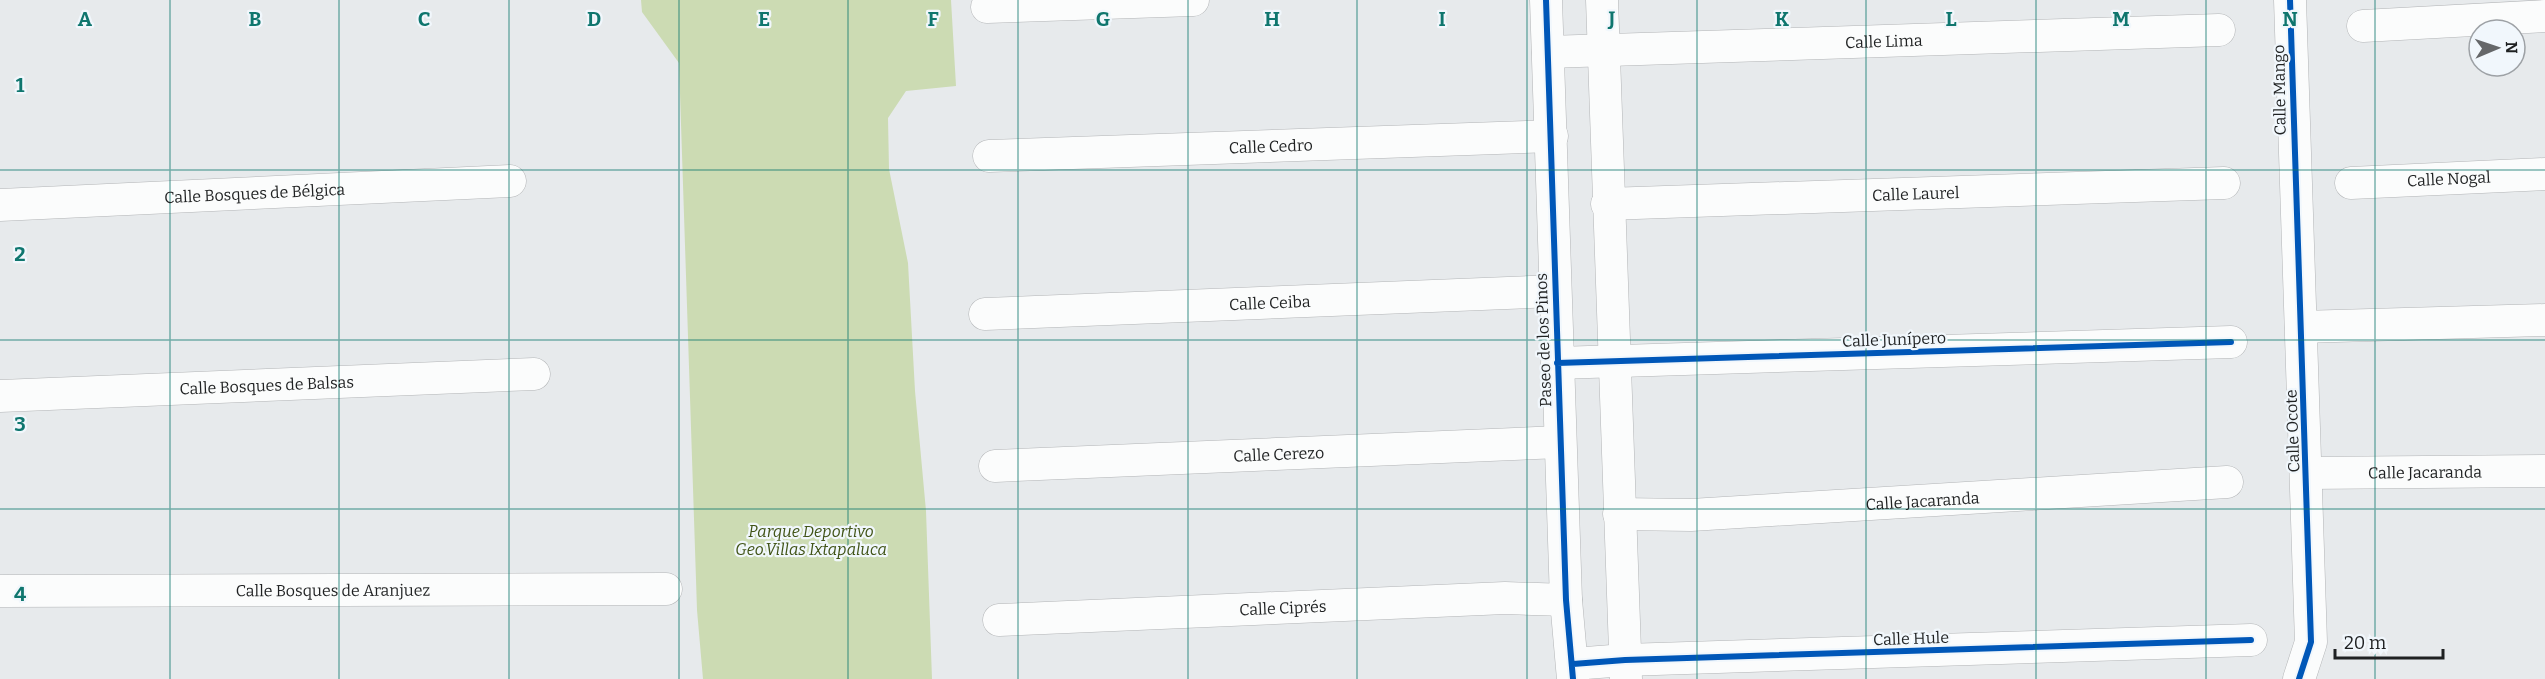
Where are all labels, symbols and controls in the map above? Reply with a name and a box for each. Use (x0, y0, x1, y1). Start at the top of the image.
text: A (78, 7, 93, 31)
text: B (249, 7, 262, 31)
text: C (418, 7, 430, 31)
text: D (587, 7, 601, 31)
text: E (758, 7, 770, 31)
text: F (927, 7, 939, 31)
text: G (1096, 7, 1110, 31)
text: H (1264, 7, 1280, 31)
text: I (1438, 7, 1446, 31)
text: J (1608, 7, 1616, 31)
text: K (1775, 7, 1790, 31)
text: L (1945, 7, 1957, 31)
text: M (2112, 7, 2130, 31)
text: N (2282, 7, 2298, 31)
north arrow (2467, 18, 2527, 78)
street label: Calle Lima (1845, 31, 1923, 52)
text: N (2502, 41, 2521, 54)
street label: Calle Mango (2269, 44, 2290, 136)
text: 1 (16, 73, 25, 97)
street label: Calle Cedro (1229, 136, 1313, 157)
street label: Calle Nogal (2407, 168, 2492, 190)
street label: Calle Bosques de Bélgica (164, 180, 346, 207)
street label: Calle Laurel (1872, 183, 1960, 205)
text: 2 (14, 242, 26, 266)
street label: Paseo de los Pinos (1532, 273, 1555, 407)
street label: Calle Ceiba (1229, 292, 1311, 314)
street label: Calle Junípero (1842, 328, 1946, 351)
street label: Calle Bosques de Balsas (179, 372, 354, 399)
street label: Calle Ocote (2282, 389, 2303, 473)
text: 3 (14, 412, 26, 436)
street label: Calle Cerezo (1233, 443, 1325, 466)
street label: Calle Jacaranda (2368, 463, 2482, 482)
street label: Calle Jacaranda (1865, 488, 1980, 514)
park label: Parque Deportivo Geo.Villas Ixtapaluca (735, 522, 887, 559)
street label: Calle Bosques de Aranjuez (236, 581, 431, 600)
text: 4 (14, 582, 26, 606)
street label: Calle Ciprés (1239, 597, 1327, 620)
scale bar (2335, 622, 2443, 660)
street label: Calle Hule (1873, 628, 1949, 649)
text: 20 m (2344, 632, 2386, 654)

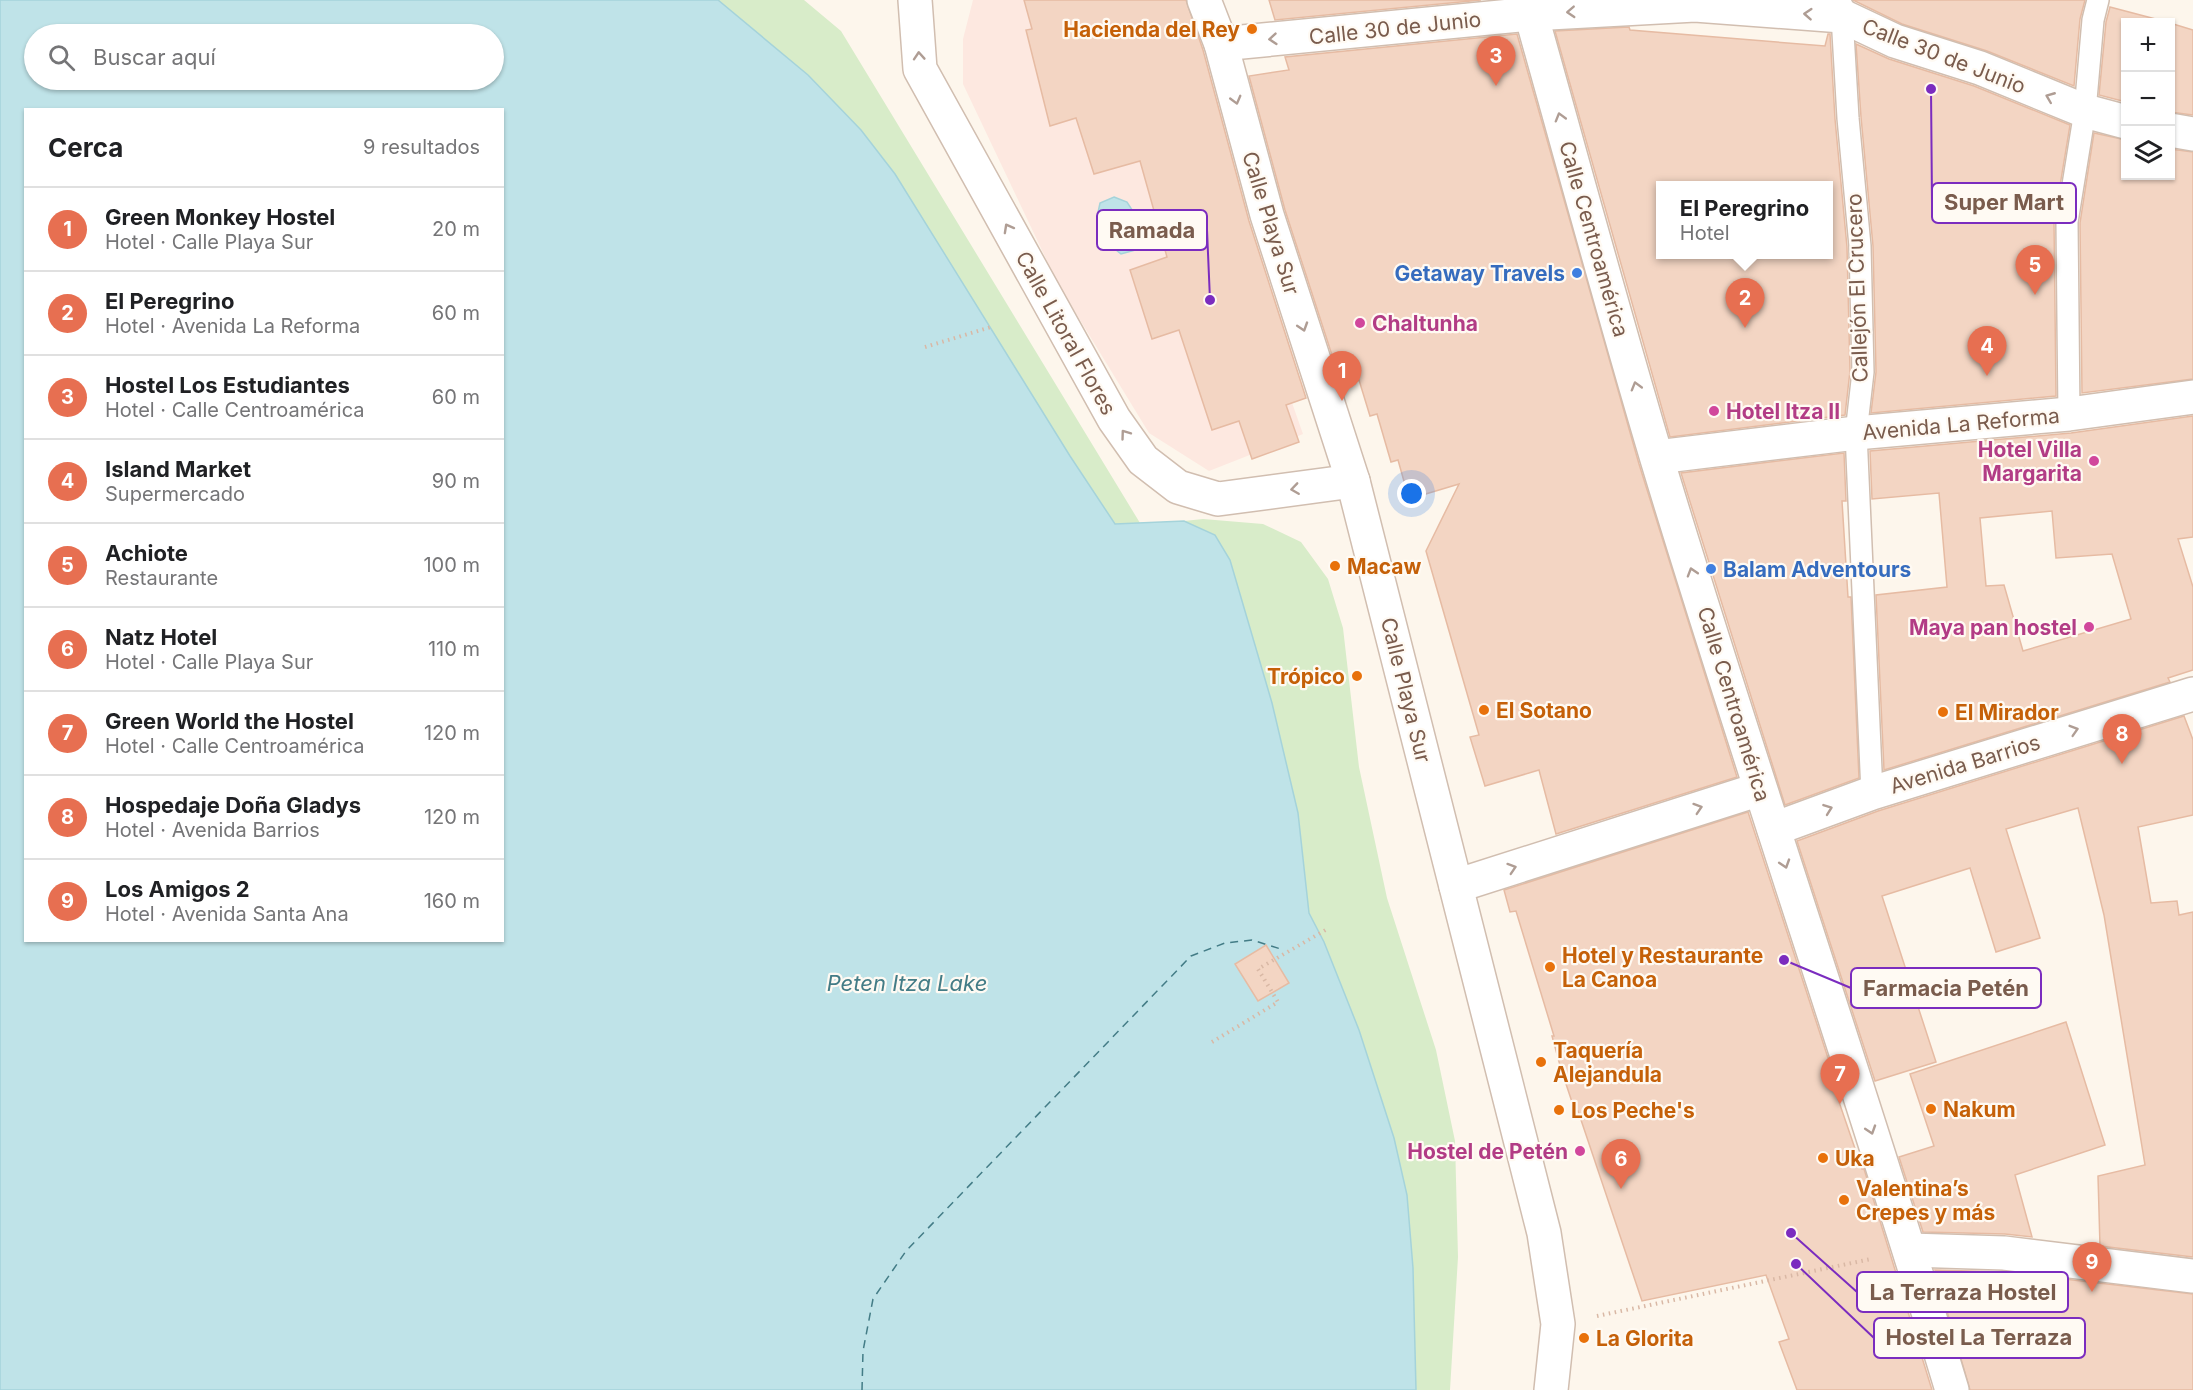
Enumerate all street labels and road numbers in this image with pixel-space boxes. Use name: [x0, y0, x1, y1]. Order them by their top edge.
street label: Calle 30 de Junio: [1308, 7, 1482, 49]
street label: Calle 30 de Junio: [1859, 13, 2029, 99]
street label: Calle Centroamérica: [1554, 138, 1634, 340]
street label: Calle Playa Sur: [1237, 148, 1305, 298]
street label: Callejón El Crucero: [1841, 193, 1873, 383]
street label: Calle Litoral Flores: [1011, 247, 1121, 419]
street label: Avenida La Reforma: [1861, 403, 2061, 445]
street label: Calle Centroamérica: [1692, 604, 1776, 804]
street label: Calle Playa Sur: [1376, 615, 1436, 765]
street label: Avenida Barrios: [1887, 729, 2043, 799]

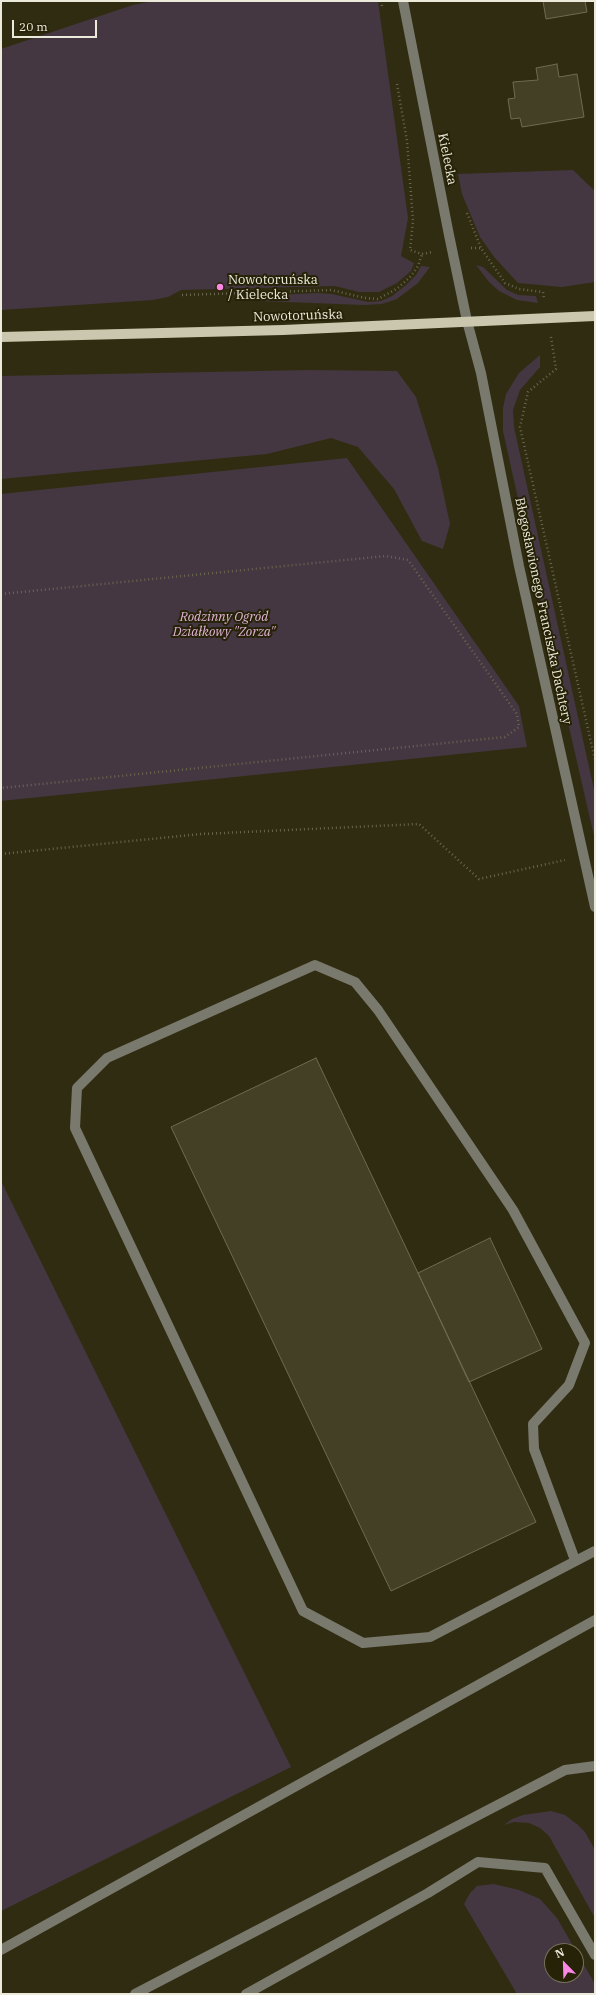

::::::::::

### Activity
Since only the text is wanted, repeat all the records above exactly and omit the pictures.

### Completed task
Where are all labels, symbols and controls in the map above? Reply with a name and a box for each. Use (x0, y0, x1, y1). Start at the top of the image.
text: A (78, 7, 93, 31)
text: B (249, 7, 262, 31)
text: C (418, 7, 430, 31)
text: D (587, 7, 601, 31)
text: E (758, 7, 770, 31)
text: F (927, 7, 939, 31)
text: G (1096, 7, 1110, 31)
text: H (1264, 7, 1280, 31)
text: I (1438, 7, 1446, 31)
text: J (1608, 7, 1616, 31)
text: K (1775, 7, 1790, 31)
text: L (1945, 7, 1957, 31)
text: M (2112, 7, 2130, 31)
text: N (2282, 7, 2298, 31)
north arrow (2467, 18, 2527, 78)
street label: Calle Lima (1845, 31, 1923, 52)
text: N (2502, 41, 2521, 54)
street label: Calle Mango (2269, 44, 2290, 136)
text: 1 (16, 73, 25, 97)
street label: Calle Cedro (1229, 136, 1313, 157)
street label: Calle Nogal (2407, 168, 2492, 190)
street label: Calle Bosques de Bélgica (164, 180, 346, 207)
street label: Calle Laurel (1872, 183, 1960, 205)
text: 2 (14, 242, 26, 266)
street label: Paseo de los Pinos (1532, 273, 1555, 407)
street label: Calle Ceiba (1229, 292, 1311, 314)
street label: Calle Junípero (1842, 328, 1946, 351)
street label: Calle Bosques de Balsas (179, 372, 354, 399)
street label: Calle Ocote (2282, 389, 2303, 473)
text: 3 (14, 412, 26, 436)
street label: Calle Cerezo (1233, 443, 1325, 466)
street label: Calle Jacaranda (2368, 463, 2482, 482)
street label: Calle Jacaranda (1865, 488, 1980, 514)
park label: Parque Deportivo Geo.Villas Ixtapaluca (735, 522, 887, 559)
street label: Calle Bosques de Aranjuez (236, 581, 431, 600)
text: 4 (14, 582, 26, 606)
street label: Calle Ciprés (1239, 597, 1327, 620)
scale bar (2335, 622, 2443, 660)
street label: Calle Hule (1873, 628, 1949, 649)
text: 20 m (2344, 632, 2386, 654)

Enumerate all street labels and road numbers in this image with pixel-space boxes. Use name: [x0, y0, x1, y1]. Order them by their top edge.
street label: Calle 30 de Junio: [1308, 7, 1482, 49]
street label: Calle 30 de Junio: [1859, 13, 2029, 99]
street label: Calle Centroamérica: [1554, 138, 1634, 340]
street label: Calle Playa Sur: [1237, 148, 1305, 298]
street label: Callejón El Crucero: [1841, 193, 1873, 383]
street label: Calle Litoral Flores: [1011, 247, 1121, 419]
street label: Avenida La Reforma: [1861, 403, 2061, 445]
street label: Calle Centroamérica: [1692, 604, 1776, 804]
street label: Calle Playa Sur: [1376, 615, 1436, 765]
street label: Avenida Barrios: [1887, 729, 2043, 799]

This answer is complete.